Epidemiologic studies suggest that lifestyle and dietary factors play an important role in the etiology of colorectal cancer. In particular, obesity is associated with increased risk of colon cancer, especially in men [38, 39]. Men are also more likely to have higher waist-hip ratio, a condition that is associated with elevated levels of insulin and C-peptide [40, 41]. Our findings show strong positive correlations between insulin or C-peptide and BMI or WHR among both men and women. In addition, there was a strong inverse association between IGFBP-1 and BMI or WHR. These findings suggest that metabolic characteristics associated with obesity and visceral adiposity may be important biomarkers of adenoma risk.

The major strengths of this study include availability of fasting blood specimens, detailed information on exposures and anthropometrics and ability to measure apoptosis in normal mucosal biopsies and test for correlations with circulating insulin, C-peptide or IGFBP-1 levels. There are some limitations of this study. Plasma samples were only available for one-time measures of insulin, C-peptide and IGFBP-1. However our findings are similar to other studies that used one-time measures of these analytes. Also, future studies should consider measuring insulin resistance based on the Homeostatic Model Assessment (HOMA).

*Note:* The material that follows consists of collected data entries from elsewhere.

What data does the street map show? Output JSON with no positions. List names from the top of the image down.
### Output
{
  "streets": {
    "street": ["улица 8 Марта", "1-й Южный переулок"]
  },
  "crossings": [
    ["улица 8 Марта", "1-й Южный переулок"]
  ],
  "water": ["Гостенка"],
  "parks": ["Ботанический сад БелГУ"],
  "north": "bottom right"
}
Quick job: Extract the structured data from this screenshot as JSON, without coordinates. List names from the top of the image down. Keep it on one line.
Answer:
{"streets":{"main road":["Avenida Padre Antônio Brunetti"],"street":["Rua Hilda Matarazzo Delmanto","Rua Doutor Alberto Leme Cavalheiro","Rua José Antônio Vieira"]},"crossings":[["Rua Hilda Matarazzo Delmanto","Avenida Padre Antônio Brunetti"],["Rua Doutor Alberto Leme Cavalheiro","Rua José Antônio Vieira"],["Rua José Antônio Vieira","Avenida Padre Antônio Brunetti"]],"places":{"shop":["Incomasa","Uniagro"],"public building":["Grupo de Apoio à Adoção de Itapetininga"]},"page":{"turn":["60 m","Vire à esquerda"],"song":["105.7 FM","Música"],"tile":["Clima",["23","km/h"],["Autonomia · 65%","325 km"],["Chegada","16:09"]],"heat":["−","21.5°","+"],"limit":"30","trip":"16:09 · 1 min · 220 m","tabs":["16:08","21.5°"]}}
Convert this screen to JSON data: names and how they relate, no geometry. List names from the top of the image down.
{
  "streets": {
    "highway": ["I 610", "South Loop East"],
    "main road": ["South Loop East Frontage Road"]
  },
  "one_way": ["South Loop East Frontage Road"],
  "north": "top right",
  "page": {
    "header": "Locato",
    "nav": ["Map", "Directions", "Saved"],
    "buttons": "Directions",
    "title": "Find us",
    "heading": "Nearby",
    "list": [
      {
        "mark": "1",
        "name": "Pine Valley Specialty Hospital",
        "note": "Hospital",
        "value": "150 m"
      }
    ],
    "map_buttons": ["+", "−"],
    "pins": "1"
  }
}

In summary, we found significantly elevated levels of insulin and C-peptide in patients with adenoma when compared to adenoma-free controls. Elevated concentrations of IGFBP-1 reduced the risk for adenomas in men. These findings confirm our previous observations in an independent patient population and support the involvement of the insulin-IGF pathway in the etiology of colorectal carcinogenesis. Elevated C-peptide and insulin significantly predicted adenoma risk although C-peptide appeared a stronger predictor of low apoptosis in overweight and obese men than women. The strong positive association between BMI and WHR, known colorectal cancer risk factors that are also related to hyperinsulinemia and the insulin-IGF axis, suggests an interplay between obesity, insulin-related factors and adenomas. Our findings suggest that the anti-apoptotic properties of these peptide hormones, particularly C-peptide, may be the primary driver of associations with adenomas. Preventive measures to reduce obesity and closer monitoring of individuals may be beneficial to reducing adenoma and cancer risk.